Pandemic neurodiverse classroom management: 3 tips for teachers

IMPORTANT: This blog is not a substitute for therapy, but provides evidenced-based education for the purposes of self-help, or to compliment the therapeutic process. ​ ​This blog is non-monetized.

By: Christina Crowe, RP and Clinical Supervisor

“TEACHERS ARE SOME OF OUR MOST IMPORTANT LEADERS.

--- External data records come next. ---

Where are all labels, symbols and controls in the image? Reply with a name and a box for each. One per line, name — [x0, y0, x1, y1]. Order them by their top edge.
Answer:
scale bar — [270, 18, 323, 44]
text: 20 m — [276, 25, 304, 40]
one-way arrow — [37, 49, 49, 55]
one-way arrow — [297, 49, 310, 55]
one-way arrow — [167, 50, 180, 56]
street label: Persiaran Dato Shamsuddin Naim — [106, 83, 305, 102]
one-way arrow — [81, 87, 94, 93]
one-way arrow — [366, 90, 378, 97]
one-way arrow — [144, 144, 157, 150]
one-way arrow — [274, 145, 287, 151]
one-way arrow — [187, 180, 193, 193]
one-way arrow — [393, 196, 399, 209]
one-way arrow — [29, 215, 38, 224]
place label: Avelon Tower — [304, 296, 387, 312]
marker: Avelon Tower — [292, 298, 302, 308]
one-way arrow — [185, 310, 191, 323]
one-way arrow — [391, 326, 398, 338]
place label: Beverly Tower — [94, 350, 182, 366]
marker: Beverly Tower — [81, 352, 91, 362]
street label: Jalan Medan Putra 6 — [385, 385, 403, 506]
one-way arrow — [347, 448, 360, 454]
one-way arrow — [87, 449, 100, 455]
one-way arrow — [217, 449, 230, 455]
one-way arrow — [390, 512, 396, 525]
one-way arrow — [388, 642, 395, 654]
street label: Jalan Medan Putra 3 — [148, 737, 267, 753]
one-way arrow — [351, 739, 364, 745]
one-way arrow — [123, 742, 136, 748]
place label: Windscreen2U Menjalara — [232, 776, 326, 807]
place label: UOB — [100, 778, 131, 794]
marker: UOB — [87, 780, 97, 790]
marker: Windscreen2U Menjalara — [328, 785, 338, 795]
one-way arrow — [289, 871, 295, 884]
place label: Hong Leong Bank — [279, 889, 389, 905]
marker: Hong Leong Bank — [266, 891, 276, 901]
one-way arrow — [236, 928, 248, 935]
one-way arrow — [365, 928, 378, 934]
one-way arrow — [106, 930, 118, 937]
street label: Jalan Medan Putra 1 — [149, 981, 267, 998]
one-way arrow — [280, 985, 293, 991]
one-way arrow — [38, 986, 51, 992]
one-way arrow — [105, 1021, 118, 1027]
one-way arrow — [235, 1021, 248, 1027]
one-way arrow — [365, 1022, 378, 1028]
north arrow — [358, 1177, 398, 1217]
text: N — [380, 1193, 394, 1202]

We can’t always ask our students to take off the armor at home, or even on their way to school, because their emotional and physical safety may require self-protection. But what we can do, and what we are ethically called to do, is create a space in our schools and classrooms where all students can walk in and, for that day or hour, take off the crushing weight of their armor, hang it on a rack, and open their heart to truly being seen. We must be guardians of spaces that allow students to breathe, be curious, and to explore the world and be who they are without suffocation. And what I know from the research is that we should never underestimate the benefit to a child of having a place to belong—even one—where they can take off their armor. It can and often does change the trajectory of their life. 

Brené Brown, Dare to Lead

TEACHERS, THIS ONE IS FOR YOU. 

As we head back to school in an uncertain September, one group of students I often hear from teachers described as ‘challenging’ in their classrooms are the neurodiverse kids. While can be tough to hear as an advocate, I get it.  I empathize with the reality that while teachers are not mental health clinicians, they have been tasked with both identifying kids who have not yet been identified as needing more support, and with managing these unique brains regardless of how much outside-of-school support they are (or aren’t) getting.  This article aims to support some of that unfair task.  (The bonus feature here is that regardless of any formal assessments or diagnosis – these principles apply to ALL humans).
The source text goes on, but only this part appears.